The man laughs. “Of course, he does. I never claimed he was stupid.” He waits a beat with that small smile on his face. “And he knows that it won’t work. He knows I won’t split my men up between two locations, which means that wasn’t really the bait.
“That’s still to come. I haven’t had this much excitement in years.”
The other man’s phone signals a message, and he looks up. “Sir, three more of our warehouses have been hit as well.”
This time, the dark eyes of the man behind the desk flash.
“Not so exciting anymore, is it?” I say.
He nearly snarls at me. “And yet, it won’t work.

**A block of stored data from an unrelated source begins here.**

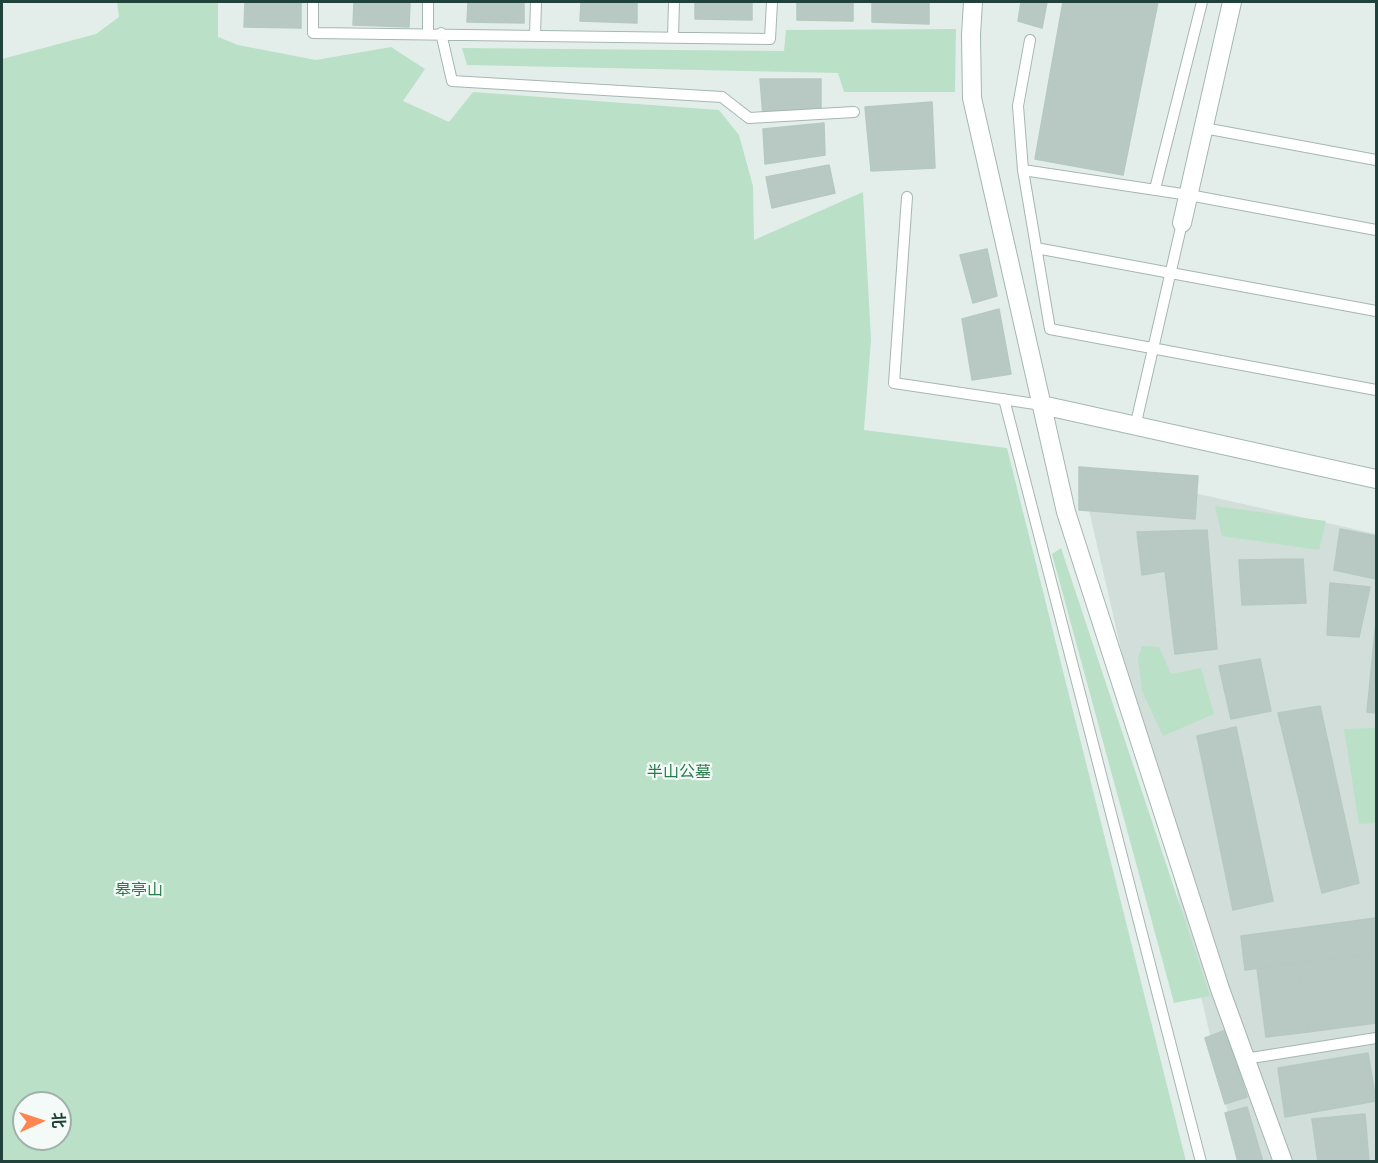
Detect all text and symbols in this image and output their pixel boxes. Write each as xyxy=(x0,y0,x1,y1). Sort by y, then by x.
park label: 半山公墓 xyxy=(647,762,711,782)
park label: 皋亭山 xyxy=(115,880,163,900)
north arrow xyxy=(12,1091,72,1151)
text: 北 xyxy=(49,1112,68,1129)

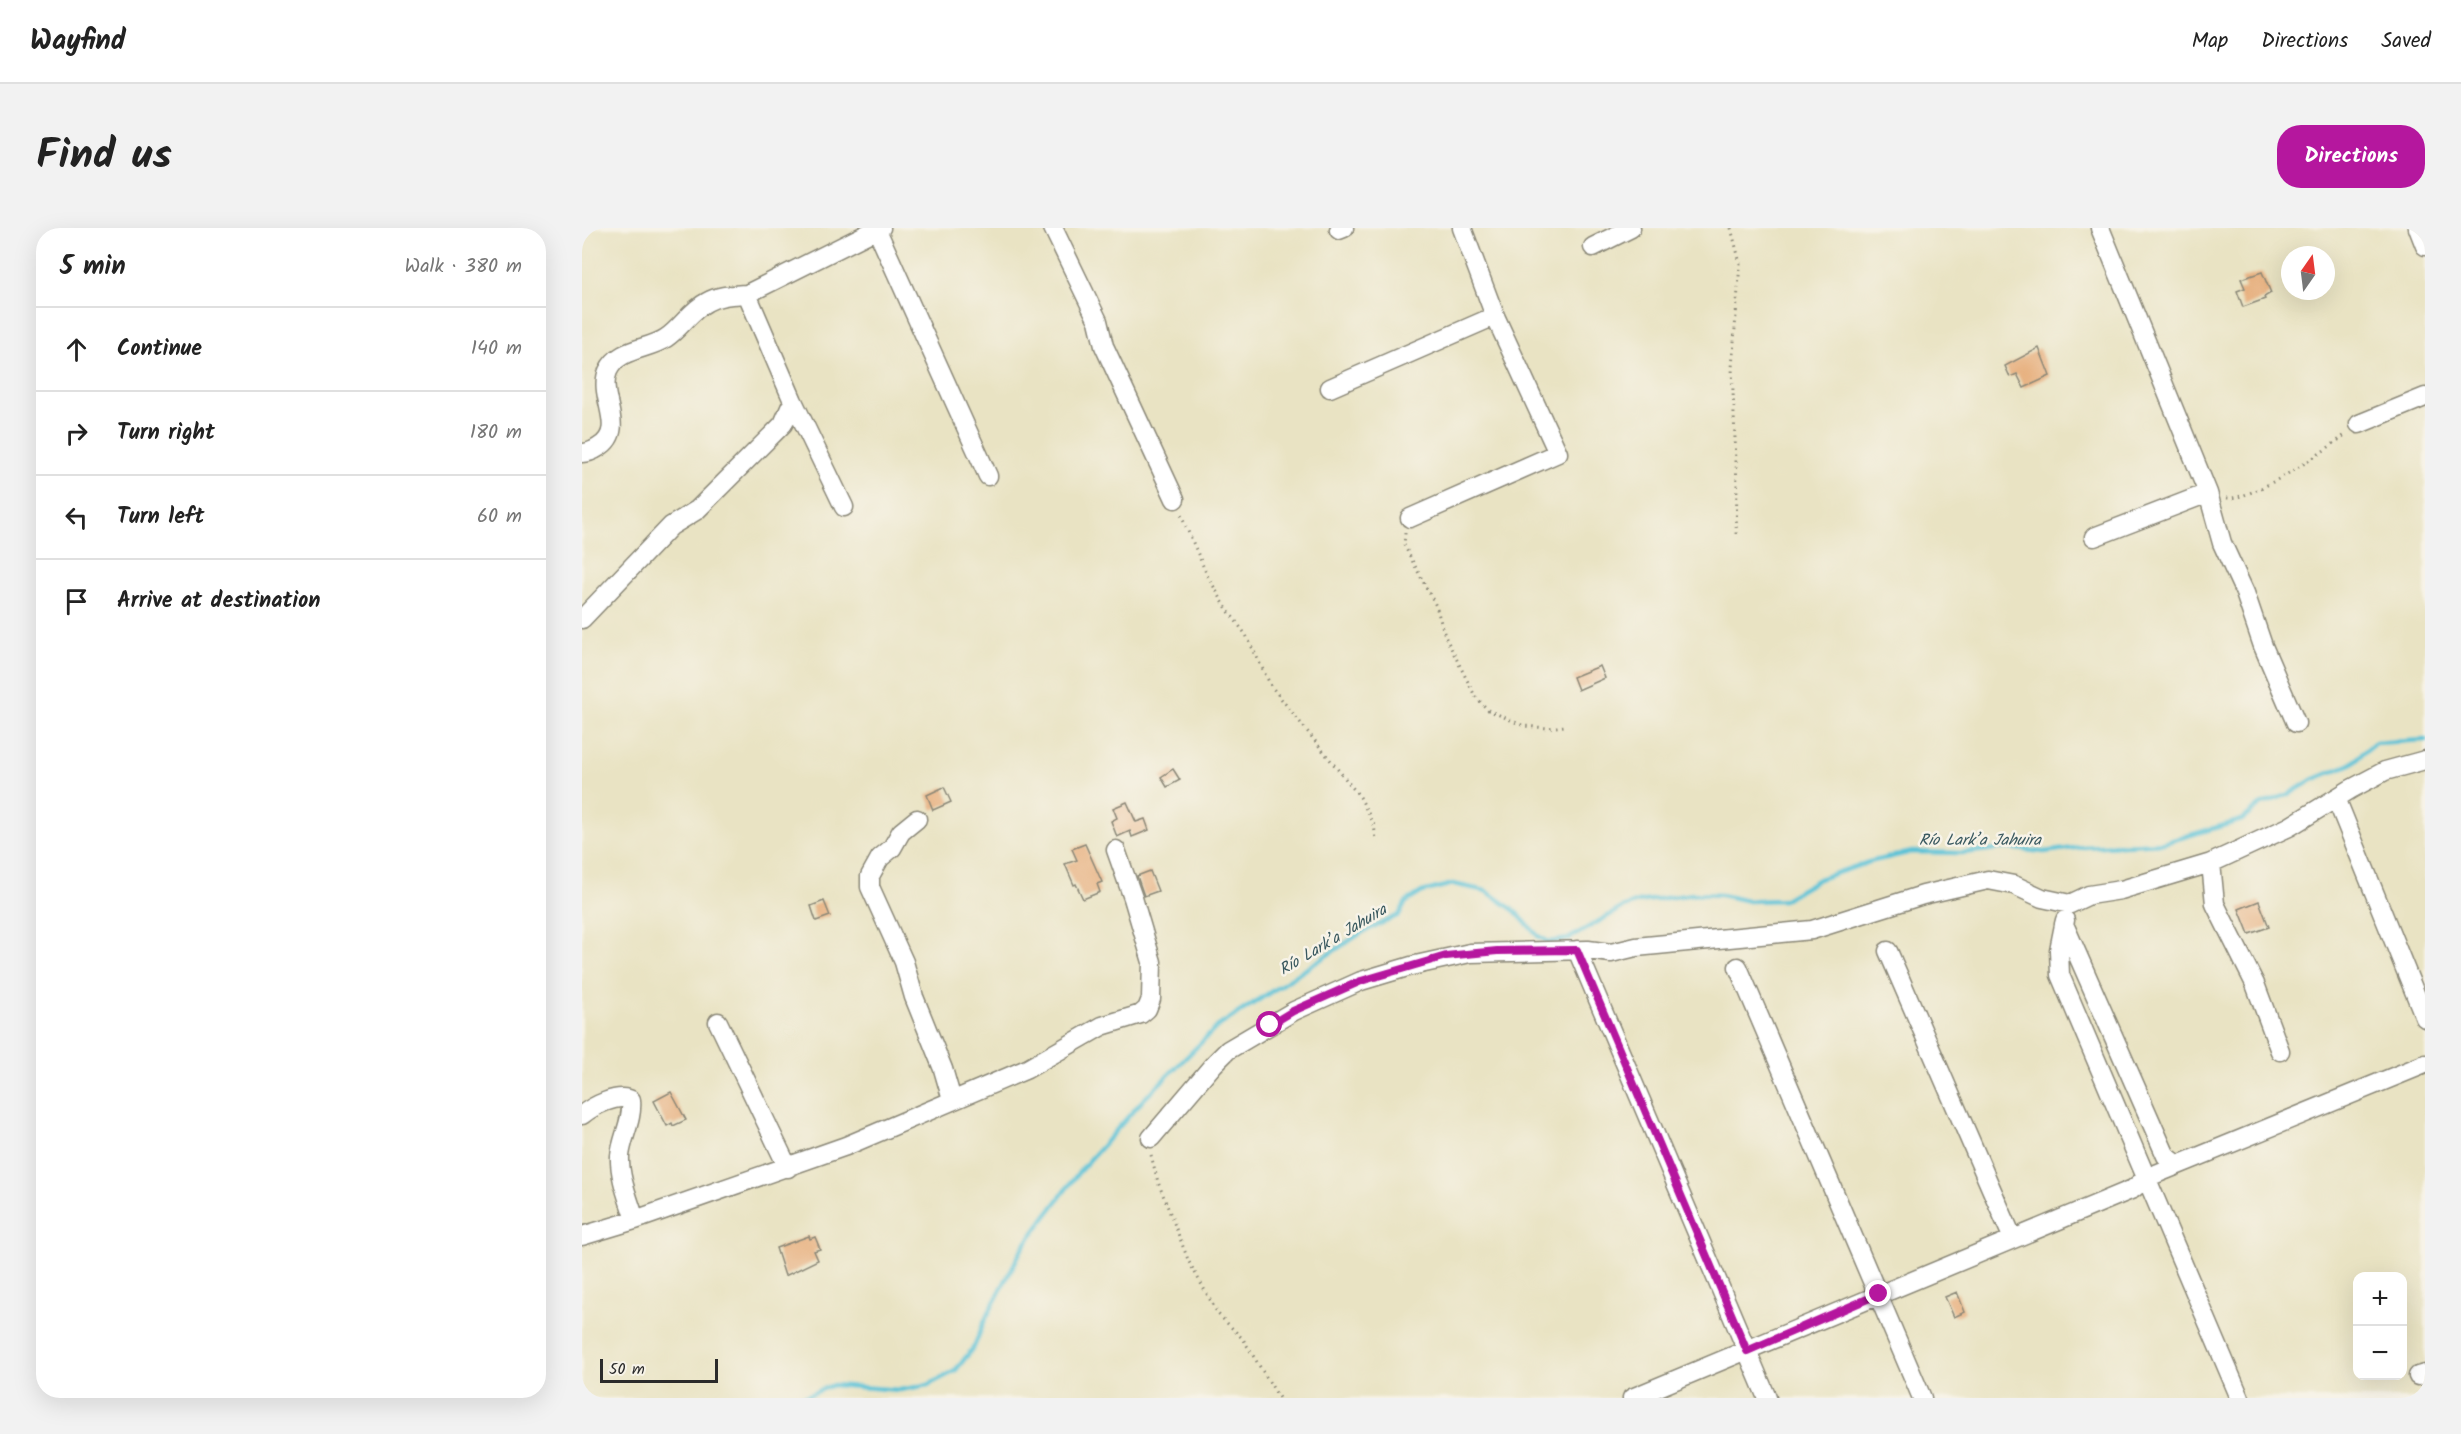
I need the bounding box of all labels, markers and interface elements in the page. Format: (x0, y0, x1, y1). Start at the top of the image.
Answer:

My best men are here now, and to get to you, they have to go through them. They can blow up half of Atlantic City, and nothing will change that.”
Ice moves through me. “Don’t—”
He lifts a hand, and the word dies. “Escort her back,” he tells the man, eyes still on me. “And double the watch.”
The man comes around the chair. I stand because I don’t want his hands on me again.
The hall feels colder than before. My legs carry me because they have to. Upstairs, the lock will engage, the room will go quiet, and all I will hear is his certainty: he wants Giovanni inside these walls.
I fix my gaze on the runner of carpet ahead and force my breath even.
If he’s right, Gio is coming into a kill box.
And if he isn’t, Adriano will make it one.
I count steps to keep from shaking and try to think of anything, anything, that might shift the odds in our favor before the door shuts again.